In 1965, a gradual integration process was started in the Star City public schools as part of the federal government’s “Freedom of Choice Plan.” Nineteen black students chose to attend the all-white Star City High School, while no white students chose to attend Lincoln High. In 1966, the Lincoln High faculty was integrated when four white teachers were assigned to teach at the all-black high school.

A new brick cafeteria/auditorium was constructed in 1967. The Lincoln High Pirates, under the direction of Coach Sylvania Holt, were a track team consisting of Jerry Gragg, Dwight Gragg, Alvin Carroll, Floyd Dunn, Archie Dolls, Robert Trotter, George Wimberley, Cleo Ford, Henry Jordan, Leroy Everett, Clarence Baker, Rickey Kelly, Wilford DeBruce, and Sam Williams; they were district 6-B track champions in 1968. The basketball team also won first place in its district and went to the state tournament in its division.

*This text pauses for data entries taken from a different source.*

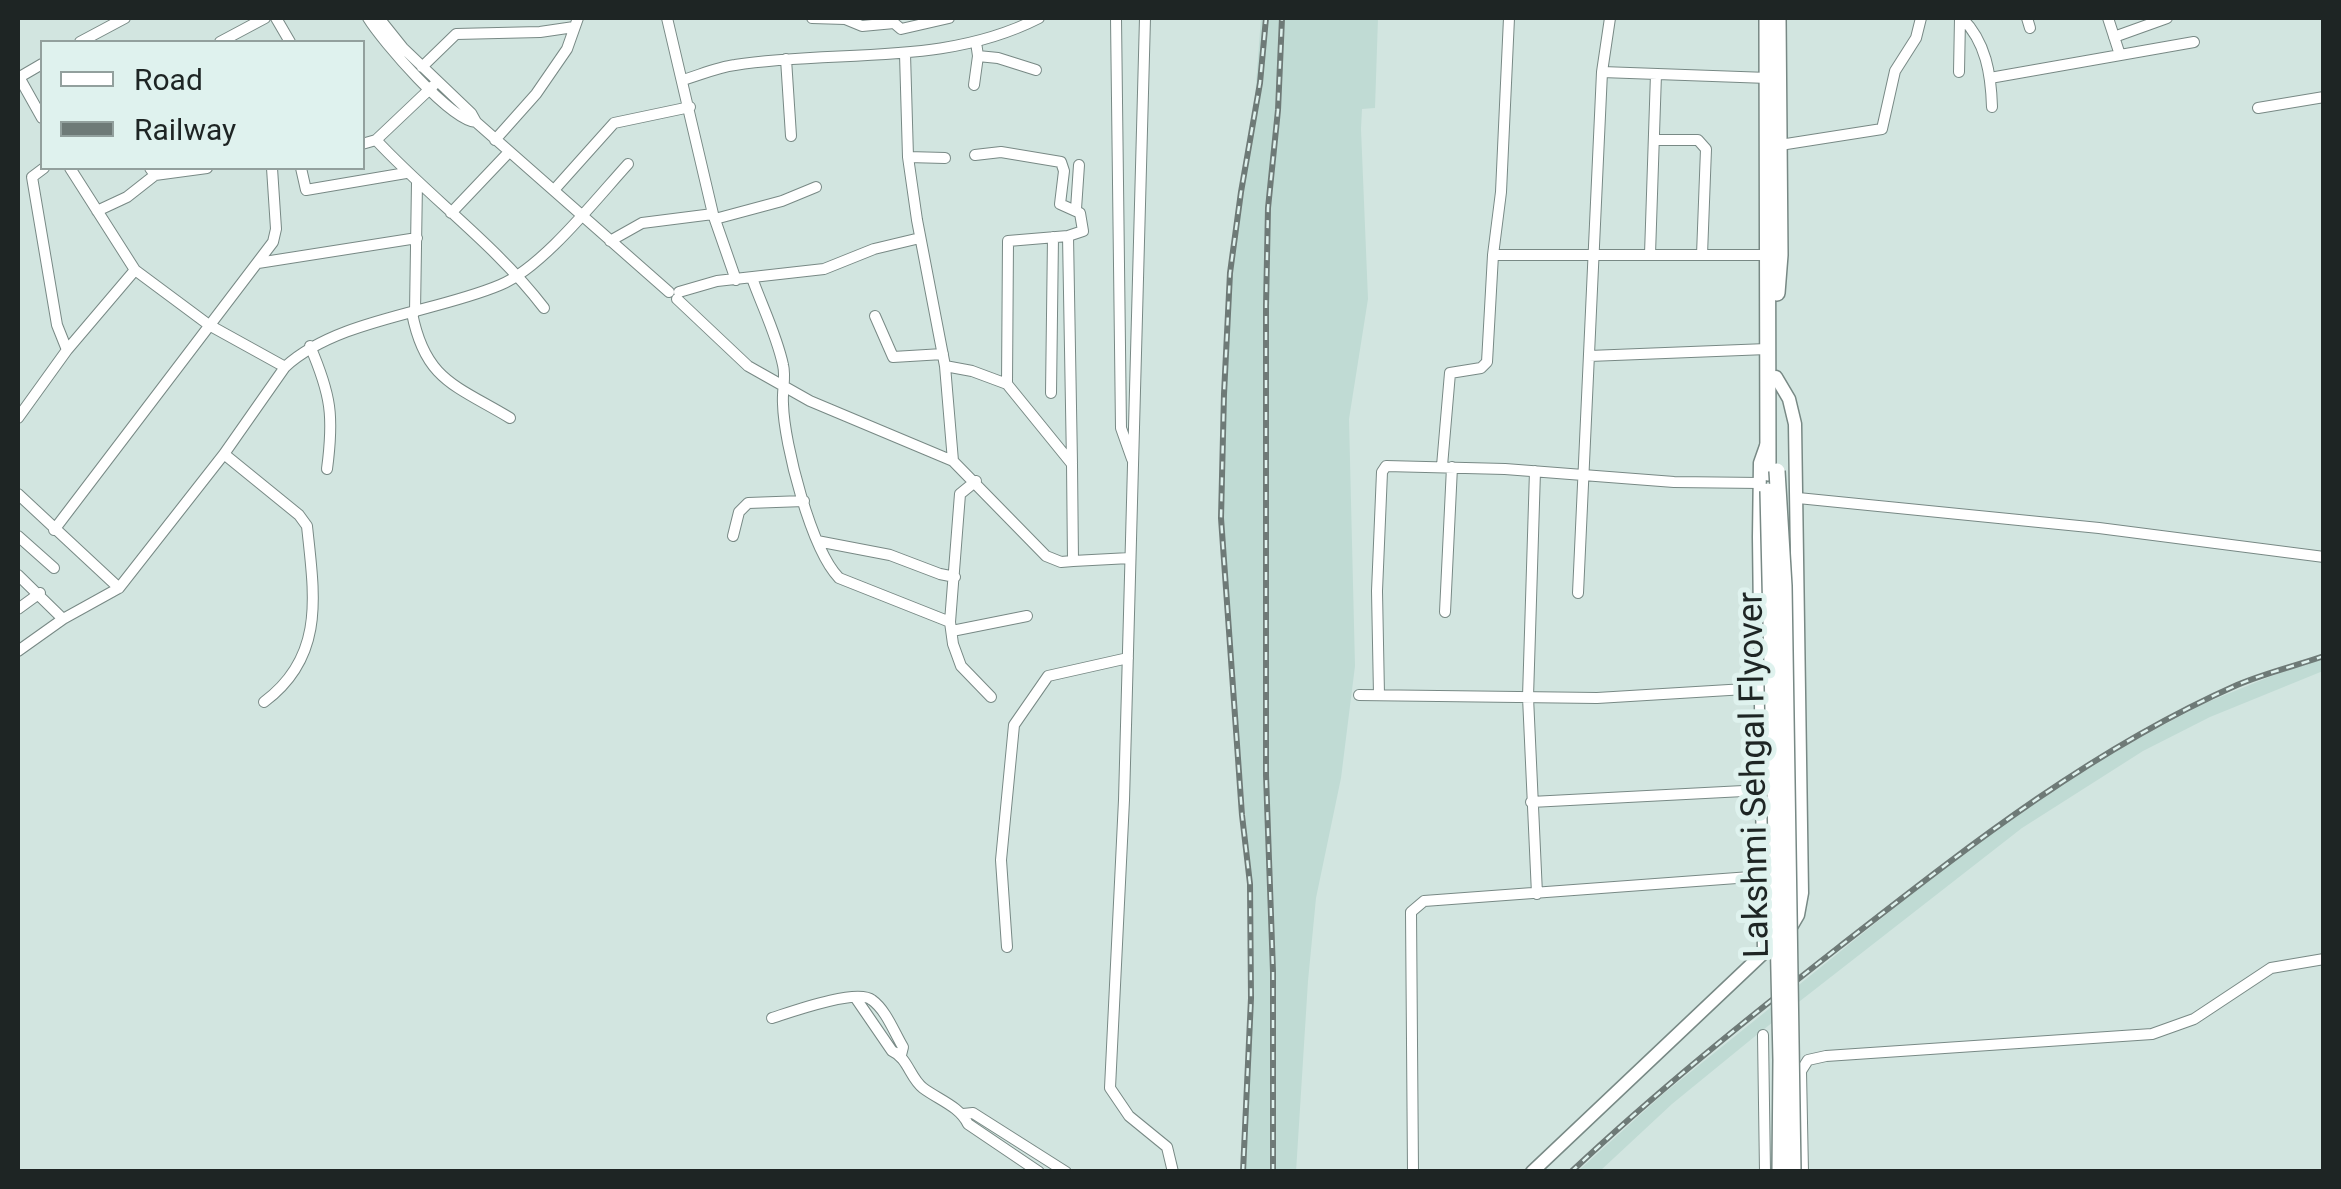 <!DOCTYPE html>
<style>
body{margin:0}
#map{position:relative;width:2341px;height:1189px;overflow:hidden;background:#d2e5e0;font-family:Roboto,sans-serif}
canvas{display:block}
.frame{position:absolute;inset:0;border:20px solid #1e2524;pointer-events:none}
.legend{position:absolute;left:40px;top:40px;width:325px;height:130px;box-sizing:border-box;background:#dff2ee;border:2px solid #92a09d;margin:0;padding:12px 18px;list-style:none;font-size:30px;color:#1e2524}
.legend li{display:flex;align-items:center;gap:20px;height:50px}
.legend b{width:50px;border:2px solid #92a09d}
</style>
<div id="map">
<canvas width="2341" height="1189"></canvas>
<div class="frame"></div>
<ul class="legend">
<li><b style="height:12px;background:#fff"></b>Road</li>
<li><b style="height:12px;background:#6e7a77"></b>Railway</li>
</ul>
</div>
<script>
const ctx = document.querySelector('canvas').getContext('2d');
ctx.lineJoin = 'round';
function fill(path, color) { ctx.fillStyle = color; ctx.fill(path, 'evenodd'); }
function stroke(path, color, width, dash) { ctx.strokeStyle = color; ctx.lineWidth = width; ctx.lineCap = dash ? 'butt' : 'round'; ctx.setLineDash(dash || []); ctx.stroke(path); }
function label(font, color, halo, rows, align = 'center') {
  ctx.font = font + ' Roboto,sans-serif'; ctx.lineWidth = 10; ctx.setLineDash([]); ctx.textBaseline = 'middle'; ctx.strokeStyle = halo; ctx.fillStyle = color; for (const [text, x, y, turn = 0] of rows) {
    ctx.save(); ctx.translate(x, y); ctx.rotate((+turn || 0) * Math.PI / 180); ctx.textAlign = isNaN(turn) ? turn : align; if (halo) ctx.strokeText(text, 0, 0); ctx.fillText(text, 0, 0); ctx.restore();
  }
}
fill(new Path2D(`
 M1261 18H1378L1375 108 1362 109 1361 129 1368 299 1349 419 1355 666 1341 778 1316 898 1308 981 1296 1172 1243 1171 1250 1079 1253 905 1223 551 1222 453 1230 251 1252 137Z
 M2323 655V671L2210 717 2143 751 2022 828 1759 1033 1672 1104 1600 1171 1577 1172 1662 1095 1980 839 2069 775 2203 704Z`), '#c0dbd4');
const minor = new Path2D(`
 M276 18 290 42
 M368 18C382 41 451 121 476 122
 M379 18 403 48 471 113 476 122 669 292
 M667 18 713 214 736 280
 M812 18 845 19 862 26 894 23 901 29 949 18
 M1116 18 1121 428 1132 459
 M1145 18 1124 800 1110 1088 1129 1116 1167 1147 1173 1172
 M1962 18C1986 42 1991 74 1992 107
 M2027 18 2030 28
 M2108 18 2120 55
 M2114 37 2167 18
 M80 42 125 18
 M220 42 265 18
 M976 42 978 56 998 58 1036 70
 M905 54 908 157 917 220 945 366 953 461
 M786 59 791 136
 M422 67 456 34 540 32 574 27
 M1602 72 1768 78
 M1959 72 1960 18
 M19 77 42 118
 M18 78 42 64
 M1990 78 2194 42
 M683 80C700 75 718 67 735 65 838 49 943 67 1039 18
 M974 85 978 56
 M2258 108 2324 97
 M376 140 433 86
 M495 140 536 94 567 49 578 18
 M1654 140H1698L1706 149 1702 255
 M362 144 376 140C430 198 496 245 544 308
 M1780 145 1882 129 1895 71 1916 38 1921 18
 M975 155 1001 152 1061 162 1064 171 1060 204 1080 213 1083 231 1068 236 1072 463
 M908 157 945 158
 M44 168 32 177 57 325 67 350
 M70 168 135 270 209 325 285 367
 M301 168 306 190 406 173
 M155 175 207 168
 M554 190 614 123 690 107
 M1076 209 1079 165
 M97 211 127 197 155 175 150 168
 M451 213 509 152
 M715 219 782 201 816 187
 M610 241 642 223 713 214
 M1650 254 1656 74
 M1493 255H1772
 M258 263 417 238
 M752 278C762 306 777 336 783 365 786 377 782 391 783 404 784 444 811 549 839 578L950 622
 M679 292 717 281 824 269 874 249 920 238
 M677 299 748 366 810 401 953 461 1046 556 1061 562 1073 561 1072 464 1007 384 972 371 945 366
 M415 312 417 182
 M412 313C425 380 455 385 510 418
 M875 316 893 357 943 354
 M310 346C331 395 334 416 327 469
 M1589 356 1767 349
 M1007 384 1008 241 1068 236
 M1051 393 1053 237
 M18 418 67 350 135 270
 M224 454 299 515 307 526C314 594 326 656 264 702
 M1442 466 1450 373 1481 368 1487 362 1493 255 1501 192 1509 18
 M1535 471 1528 697 1537 894
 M976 481 960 494 950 622 953 644 961 666 991 697
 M18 494 119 588
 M1798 498 2099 528 2324 557
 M54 530 273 242 276 229 272 168
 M18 536 54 568
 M733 536 739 512 748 503 804 501
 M817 541 890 555 940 574 955 577
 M1073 561 1130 558
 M18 575 63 619
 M1578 593 1602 72 1610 18
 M18 609 40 593
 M1445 612 1452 467
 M952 631 1027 616
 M18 651 63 619 119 588 224 454 285 367C337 319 434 313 500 285 542 268 596 199 628 164
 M1359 695 1597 698 1762 688
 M1379 695 1377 591 1382 472 1386 466 1505 469 1674 482 1760 483
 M1531 802 1763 790
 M1007 947 1001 860 1014 725 1048 676 1128 658
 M855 997 892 1051C908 1058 910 1078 923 1088 939 1100 959 1106 968 1124L1039 1172
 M772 1018C791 1012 857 988 872 1000 886 1010 894 1032 903 1047L901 1055
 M1763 1035 1765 1172
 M963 1114 973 1113 1066 1172
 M1413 1172 1411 912 1424 901 1764 876
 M1803 1172 1801 1071 1808 1060 1826 1056 2152 1034 2194 1019 2271 968 2324 959`);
const tertiary = new Path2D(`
 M1764 952 1759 537 1760 463 1766 446
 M1532 1172 1791 927 1798 915 1802 893 1795 424 1789 399 1776 377`);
const secondary = new Path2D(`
 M1767 18 1768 473
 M1777 293 1780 255 1778 18`);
stroke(minor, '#788985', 12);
stroke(tertiary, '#788985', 15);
stroke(secondary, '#788985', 18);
stroke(minor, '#fff', 10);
stroke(tertiary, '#fff', 12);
stroke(secondary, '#fff', 15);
const rail = new Path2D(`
 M1243 1172 1251 998 1250 884 1242 815 1221 518 1224 394 1230 273 1241 192 1260 83 1266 18
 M1273 1172V972L1266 775V306L1268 208 1278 110 1282 18
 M1571 1172C1656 1092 1747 1019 1839 947 1965 849 2090 750 2237 685 2265 673 2295 666 2324 656`);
stroke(rail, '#6e7a77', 6);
stroke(rail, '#dff2ee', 2.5, [8]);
const secondaryBridge = new Path2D(`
 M1777 471 1784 586 1793 1172
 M1768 491 1781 1060 1780 1172`);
stroke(secondaryBridge, '#788985', 18, []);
stroke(secondaryBridge, '#fff', 15);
label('35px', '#1e2524', '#dff2ee', [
 ["Lakshmi Sehgal Flyover",1756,775,-91]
]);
</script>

The last class, consisting of twenty-five students, graduated from Lincoln High in 1970, and the school was also assigned its first white principal. The 1970–71 school year began with an integrated student body and instructional staff. Lincoln became Star City Middle School, offering education for all students in grades six through eight residing in the Star City School District. All students in grades nine through twelve were assigned to the previously all-white Star City High School. In the twenty-one years of Lincoln’s existence as an all-black school, it had four principals: Ruth Teal (1949–1954), Fulton Walker (1954–1965), Samuel Lambert (1965–1969), and Ray Wynn (1970), Lincoln’s first white principal.

For additional information:
History of Lincoln County, Arkansas, 1871–1983. Dallas, TX: Taylor Publishing Company, 1983.

“Star City Board Will Meet Negroes Seeking Integration.” Arkansas Gazette, July 17, 1964, p. 1B.

Alvin R. Carroll
Joliet, Illinois

Fulton Walker
Pine Bluff, Arkansas


    I was valedictorian of the graduating class of 1955. At Lincoln High School, there were many things we did not have, but we had teachers who loved and cared for the students. This meant so much to the students.

    Ruthie Junell Collins-Owens Mesquite, Texas

    I was one of the first nineteen students who went to the white school in the fall of 1965. Stress was heavy on us as we quickly learned to depend on each other for support. I commend the entire administrative staff and teachers of Star City schools for making preparations for this important move. The Lincoln school staff also had done a good job of preparing us as students to be worthy of this challenge. All of the nineteen have moved on and contributed greatly in life, becoming dentists, lawyers, writers, skilled tradesmen, teachers, and other productive citizens of the community. I often reflect on my experiences being an integral part of the nineteen.

    Alvin Bhones

    (2017) I didn’t think about it at the time, but looking back I can say I’m proud to have been one of the first nineteen black students to set foot on the SCHS campus in 1965. I admit that I tried to talk my folks out of sending me, but they’d have none of it because they were looking long range at what would be best for me and my life after graduating. Imagine being one of two black students in the 7th grade; midway through the first year, I suddenly became the only one. Times were so different then, and I credit both the white and black parents for being cooperative and supportive of that ground-breaking effort. I occasionally still communicate with a few of my former classmates: Debra Riley, Cliff Petty, Randall Huntley, James Chastain, and a few others. In 2021, there’s going to be a 50th reunion and I’m hoping that I and some of my other Lincoln High groundbreakers will make it.

    Alvin Bhones

    This is an excellent article–very informative and very detailed. It is great to hear about how people really stuck together and helped wherever needed, with teachers performing double duty like teaching and other duties as assigned. I love the fact that the school at times had the school year split so children could help their families with work in the fields. I’m sure because of the sacrifices of others, some of the students became very productive citizens.